It's difficult to know where to start. I could cite the statistics that show that these programs don't work, and in fact, teenagers who sign "abstinence" pledges are MORE likely to engage in unprotected, premarital sex than their more well-informed peers. But citing those statistics is like spitting into a hurricane.
What has left me reeling is the following statement made by a state representative from Missouri, who actively compares those who support sex education to terrorists.
State Representative Cynthia Davis of Missouri prefiled two bills for the next session of the Legislature that she said "reflect what people want." One would remove the state's requirement that all forms of contraception and their potential health effects be taught in schools, leaving the focus on abstinence. Another would require publishers that sell biology textbooks to Missouri to include at least one chapter with alternative theories to evolution.
"These are common-sense, grass-roots ideas from the people I represent, and I'd be very surprised if a majority of legislators didn't feel they were the right solutions to these problems," Ms. Davis said.
"It's like when the hijackers took over those four planes on Sept. 11 and took people to a place where they didn't want to go," she added. "I think a lot of people feel that liberals have taken our country somewhere we don't want to go. I think a lot more people realize this is our country and we're going to take it back."
Ms. Davis needs to hear from people across the country, regardless of their position on contraception. Comparing people you disagree with to terrorists is a form of fascism. Yes. The "F" word. My letter to her is below.
Luckily, not everyone in Missouri is ready to get lock-step behind the Davis brigade. Columnist Sylvester Brown, Jr. has a lot to say in response to his fellow misery-loves-company staters. And sometimes, letting people hang themselves with their own words is perfect.
Mohl said Waxman's report doesn't consider the versatility of the nation's "say no" programs.
"There are many kinds of programs. It's not fair to brush us all with the same stroke. There's no single curriculum. Our program is developed locally, and I can assure you, there are no religious overtones."

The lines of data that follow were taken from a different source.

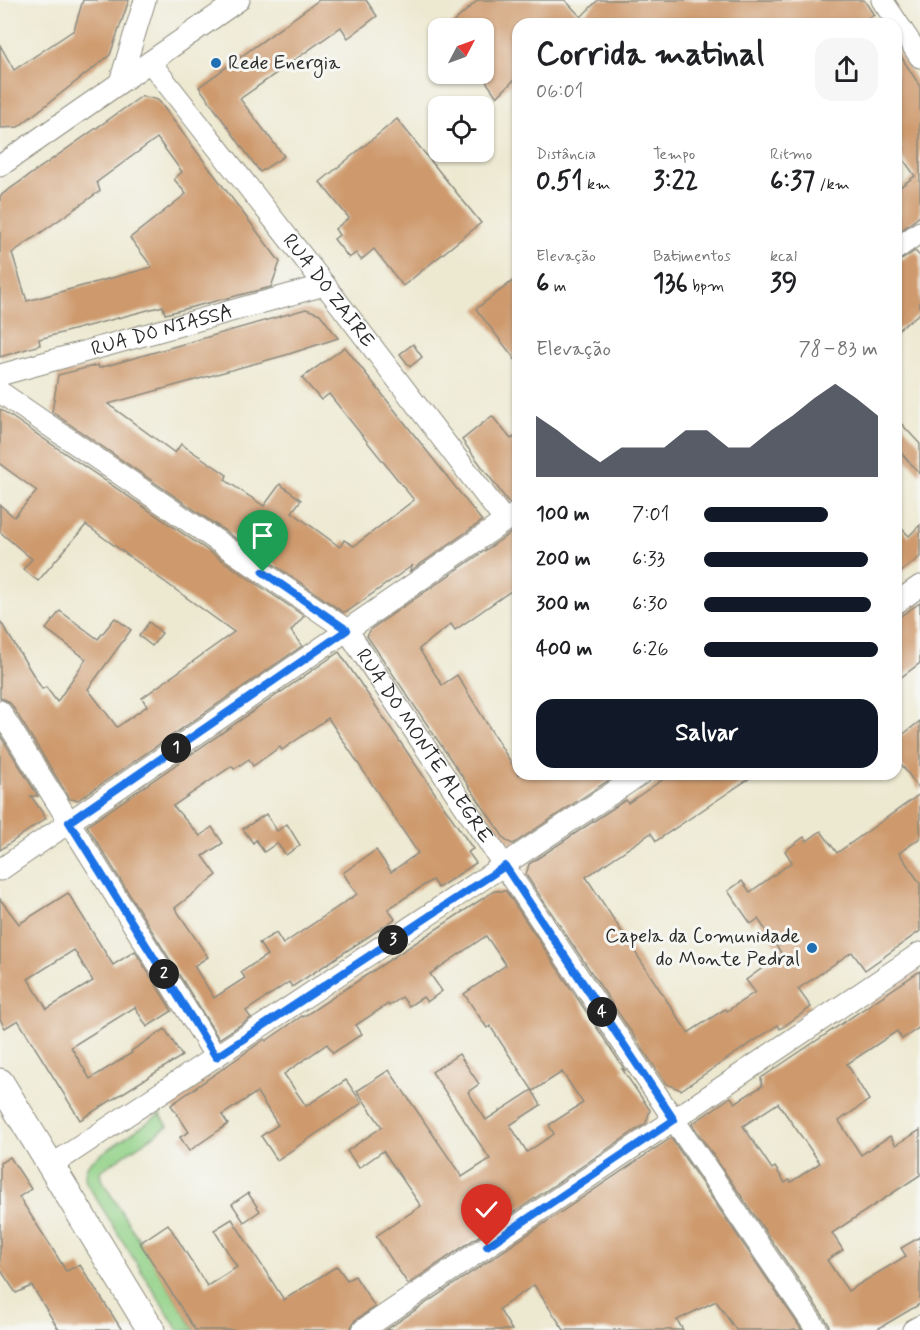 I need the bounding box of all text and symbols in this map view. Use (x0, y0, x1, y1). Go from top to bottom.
north arrow (428, 18, 494, 84)
map controls (428, 18, 494, 162)
text: Corrida matinal (536, 33, 764, 77)
button: share (815, 38, 878, 101)
place label: Rede Energia (228, 50, 341, 78)
marker: Rede Energia (209, 56, 223, 70)
text: 06:01 (536, 78, 583, 105)
button: locate (428, 96, 494, 162)
text: Distância (536, 144, 596, 165)
text: Tempo (653, 144, 695, 165)
text: Ritmo (770, 144, 812, 165)
text: 0.51 (536, 165, 583, 199)
text: 3:22 (653, 165, 698, 199)
text: 6:37 (770, 165, 815, 199)
text: km (583, 174, 610, 195)
text: /km (815, 174, 850, 195)
street label: RUA DO ZAIRE (276, 228, 381, 353)
text: Elevação (536, 246, 596, 267)
text: Batimentos (653, 246, 731, 267)
text: kcal (770, 246, 797, 267)
text: 6 (536, 267, 549, 301)
text: 136 (653, 267, 688, 301)
text: 39 (770, 267, 797, 301)
text: m (549, 276, 566, 297)
text: bpm (688, 276, 724, 297)
street label: RUA DO NIASSA (88, 298, 236, 363)
text: Elevação (536, 336, 611, 363)
text: 78–83 m (798, 336, 878, 363)
text: 100 m (536, 501, 590, 528)
text: 7:01 (632, 501, 669, 528)
pin (237, 510, 288, 572)
icon: arrive (246, 519, 279, 552)
text: 200 m (536, 546, 591, 573)
text: 6:33 (632, 546, 665, 573)
text: 300 m (536, 591, 590, 618)
text: 6:30 (632, 591, 668, 618)
text: 400 m (536, 636, 592, 663)
text: 6:26 (632, 636, 668, 663)
street label: RUA DO MONTE ALEGRE (350, 643, 499, 848)
button: Salvar (536, 699, 878, 768)
pin: 1 (161, 733, 191, 763)
text: 1 (172, 737, 180, 758)
place label: Capela da Comunidade do Monte Pedral (605, 923, 800, 973)
pin: 3 (378, 925, 408, 955)
text: 3 (389, 929, 397, 950)
marker: Capela da Comunidade do Monte Pedral (805, 941, 819, 955)
pin: 2 (149, 959, 179, 989)
text: 2 (160, 963, 168, 984)
pin: 4 (587, 997, 617, 1027)
text: 4 (597, 1001, 607, 1022)
pin (461, 1184, 512, 1246)
icon: check (470, 1193, 503, 1226)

It's nice to know that Ms. Mohl likes to be stroked. Perhaps if stroking oneself was part of sexuality education, there would be fewer incidents involving farm animals in Missouri.
But, lest we think that fear of sex is a red-state phenomenon, the following story comes to us from Massachusetts. Seems there are pharmacists who object to doing their jobs if it involves dispensing contraception to unmarried women.
Do not crawl back under the covers. Do a search to find out what bills are before your state's legislature. And while you're at it, please drop a note to Ann Coulter's soul sister in Missouri.
My letter to Cynthia Davis:
Date: Mon, 13 Dec 2004 05:59:40 -0800 (PST)
From: "Lorraine Berry"
Subject: Thank you
To: Cynthia.Davis@house.mo.gov
Dear Ms. Davis,
Thank you for your efforts to eradicate the ability for people who
disagree with one another to have a conversation. You're right: We
should not be talking to those with whom we have differences. It's so
much more effective to label the other side "terrorists." That way,
we've dehumanized them, and, well, you can't talk to animals now, can
you?
Comparing those who advocate for a medically based approach to sexual
education (as opposed to one based on Christian Fundamentalist
morality) to terrorists hijacking a plane was an act of political
cowardice. It is beyond the pale of civil discourse. It is not the
compassion toward one's fellow humans that Christ taught. It is, Ms.
Davis, unChristian.
Shame on you.
Sincerely,
Lorraine Berry
More:
Daily Kos
Hiding in Plain Sight
HB 34
2 comments:
The Right Wing does not know where to stop and it's up to us to tell them.
Good work.
I used to t.a. for a course on the history of evolution with Will Provine. Every year, Provine would teach the course, and he would have the students read Philip Johnson's book on intelligent design. Then he invited Johnson to lecture his class, at which point, Provine and Johnson would have a debate. Provine felt the best way to deal with these people was to point out, over and over again as Aqualung states, that there was no scientific basis to their theories. That it was all religion, and that they needed to quit claiming it as an alternative scientific theory. It's religion.
The same thing is true for abstinence-based programs. It's as if these people think that sex was invented in the 1990s and that teenagers before then didn't have sex. And it's a particular religious point of view to argue that one should wait to have sex until one is married.